Has it not been the fate of the shawl, too, the most simple and elegant wrapper, and comfortable withal, that a man can throw around him, to be scouted and flouted?

Yes, Deformed! Come on next winter with a white surtout in your hand that must fit so tightly that your victims can but just screw themselves into it, with a stiff, square collar touching the ears, and seven capes, one over the other, "small by degrees and beautifully less," and all respectable gentlemen will accept it, and virtuously frown down, as dandies or rowdies, those who will not sacrifice their shawls to the ugly idol.

A GROWL.

I know it is generally considered decidedly boorish to utter complaints against the ladies. But I am for the present a bachelor, and in that capacity claim freedom of speech as my peculiar privilege. In virtue of my unhappy position, then, I proceed to utter the first of a series of savage growls, wishing the ladies to understand me as fully in earnest in this; that when I growl loud, I must be supposed to mean what I growl.

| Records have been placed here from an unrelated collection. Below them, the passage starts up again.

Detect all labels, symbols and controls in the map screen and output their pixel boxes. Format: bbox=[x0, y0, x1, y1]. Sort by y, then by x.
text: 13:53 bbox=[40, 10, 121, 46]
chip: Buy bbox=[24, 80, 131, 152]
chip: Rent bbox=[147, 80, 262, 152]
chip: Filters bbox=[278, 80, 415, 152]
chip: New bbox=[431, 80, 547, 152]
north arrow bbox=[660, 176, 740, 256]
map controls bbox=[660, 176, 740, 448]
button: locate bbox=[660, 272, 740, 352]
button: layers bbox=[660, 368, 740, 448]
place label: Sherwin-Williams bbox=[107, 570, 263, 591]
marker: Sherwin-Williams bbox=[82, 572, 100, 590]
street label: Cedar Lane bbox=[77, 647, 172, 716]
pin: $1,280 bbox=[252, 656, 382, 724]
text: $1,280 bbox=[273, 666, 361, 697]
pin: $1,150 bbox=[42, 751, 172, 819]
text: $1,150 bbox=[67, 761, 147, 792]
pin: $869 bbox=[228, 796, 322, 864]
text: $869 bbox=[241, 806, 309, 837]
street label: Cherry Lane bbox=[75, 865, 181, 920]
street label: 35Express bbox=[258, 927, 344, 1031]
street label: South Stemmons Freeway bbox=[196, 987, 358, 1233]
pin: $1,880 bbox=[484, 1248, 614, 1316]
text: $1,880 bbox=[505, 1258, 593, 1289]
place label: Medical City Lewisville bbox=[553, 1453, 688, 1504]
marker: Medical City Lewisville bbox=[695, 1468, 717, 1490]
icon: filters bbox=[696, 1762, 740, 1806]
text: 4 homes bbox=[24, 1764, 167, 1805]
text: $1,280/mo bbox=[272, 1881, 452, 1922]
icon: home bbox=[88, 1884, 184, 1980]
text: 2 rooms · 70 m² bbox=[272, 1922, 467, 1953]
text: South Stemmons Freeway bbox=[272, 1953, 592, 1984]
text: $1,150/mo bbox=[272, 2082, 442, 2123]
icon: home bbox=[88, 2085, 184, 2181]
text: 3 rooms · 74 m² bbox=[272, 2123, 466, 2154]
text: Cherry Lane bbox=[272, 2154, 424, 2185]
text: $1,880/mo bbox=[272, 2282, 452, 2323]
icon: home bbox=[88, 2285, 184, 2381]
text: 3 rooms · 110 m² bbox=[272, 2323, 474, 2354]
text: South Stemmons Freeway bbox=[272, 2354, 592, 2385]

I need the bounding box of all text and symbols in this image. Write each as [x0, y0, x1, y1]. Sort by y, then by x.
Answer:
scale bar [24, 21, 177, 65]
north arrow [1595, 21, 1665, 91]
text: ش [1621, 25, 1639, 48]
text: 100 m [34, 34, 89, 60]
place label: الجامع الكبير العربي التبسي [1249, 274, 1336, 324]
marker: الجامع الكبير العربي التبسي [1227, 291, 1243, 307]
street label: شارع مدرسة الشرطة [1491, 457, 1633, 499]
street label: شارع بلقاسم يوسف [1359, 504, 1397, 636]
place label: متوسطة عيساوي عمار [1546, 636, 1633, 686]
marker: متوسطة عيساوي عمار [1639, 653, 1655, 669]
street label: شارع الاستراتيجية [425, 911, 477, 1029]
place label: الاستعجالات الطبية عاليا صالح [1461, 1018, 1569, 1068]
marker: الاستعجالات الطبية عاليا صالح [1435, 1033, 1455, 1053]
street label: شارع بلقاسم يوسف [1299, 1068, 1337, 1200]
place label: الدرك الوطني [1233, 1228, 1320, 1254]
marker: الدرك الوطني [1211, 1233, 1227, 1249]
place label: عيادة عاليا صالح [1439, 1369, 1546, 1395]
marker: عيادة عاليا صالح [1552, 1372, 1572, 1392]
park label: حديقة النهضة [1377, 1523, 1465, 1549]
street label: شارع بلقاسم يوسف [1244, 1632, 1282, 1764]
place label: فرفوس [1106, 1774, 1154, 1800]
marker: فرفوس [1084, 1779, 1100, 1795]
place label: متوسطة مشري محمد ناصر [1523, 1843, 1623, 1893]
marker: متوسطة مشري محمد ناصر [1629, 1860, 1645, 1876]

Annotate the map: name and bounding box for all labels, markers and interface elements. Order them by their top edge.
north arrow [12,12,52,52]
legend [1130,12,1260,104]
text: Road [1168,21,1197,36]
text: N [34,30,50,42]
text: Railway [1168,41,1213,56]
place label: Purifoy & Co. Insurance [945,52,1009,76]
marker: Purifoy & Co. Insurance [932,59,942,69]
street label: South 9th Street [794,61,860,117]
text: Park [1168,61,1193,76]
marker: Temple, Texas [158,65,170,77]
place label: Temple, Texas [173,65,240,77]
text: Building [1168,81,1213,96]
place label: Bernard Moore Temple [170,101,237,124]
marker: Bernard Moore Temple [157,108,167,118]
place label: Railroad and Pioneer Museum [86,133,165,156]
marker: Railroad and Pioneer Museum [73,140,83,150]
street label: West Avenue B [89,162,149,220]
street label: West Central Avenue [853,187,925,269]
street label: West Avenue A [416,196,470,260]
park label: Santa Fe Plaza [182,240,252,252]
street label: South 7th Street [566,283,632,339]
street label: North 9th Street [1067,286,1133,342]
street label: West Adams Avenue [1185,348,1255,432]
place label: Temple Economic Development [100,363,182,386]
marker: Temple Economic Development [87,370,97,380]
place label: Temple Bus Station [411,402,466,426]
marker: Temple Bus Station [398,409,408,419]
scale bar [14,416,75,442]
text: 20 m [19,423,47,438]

For a month past, single gentlemen of every description have suffered in common with other fancy stocks, and have remained hopelessly below par. Those nice, trim, poetical, and polite young beaux, who, when no great undertaking agitates the female mind, are treated with kindness, and sometimes with distinction, by young ladies of discretion, are now, as it were, ruthlessly thrust and bolted out of the pale of feminine society by an awful demon who reigns supreme,-the Genius of Dress-making. The other evening, I pulled sixteen different bell-handles, in a gentlemanly manner, without obtaining admission into any house for the purpose of making a call; and when I succeeded in making an entrance at the seventeenth door by falsely representing myself as the agent of a dry-goods dealer, with a large box of patterns under my arm, I found the ladies in close conference with three dress-makers, studying a fashion-plate with an assiduity worthy of a better cause. A friend of mine, who has hitherto enjoyed the privilege of dining every day with six ladies, and has derived from their society great pleasure and profit, informed me yesterday, with a tear in each eye, that he had left the house for ever, the conversation being always turned upon topics with which he is utterly unacquainted, and conducted in a language which is about as intelligible to him as the most abstruse Japanese or the most classic Law-Latin.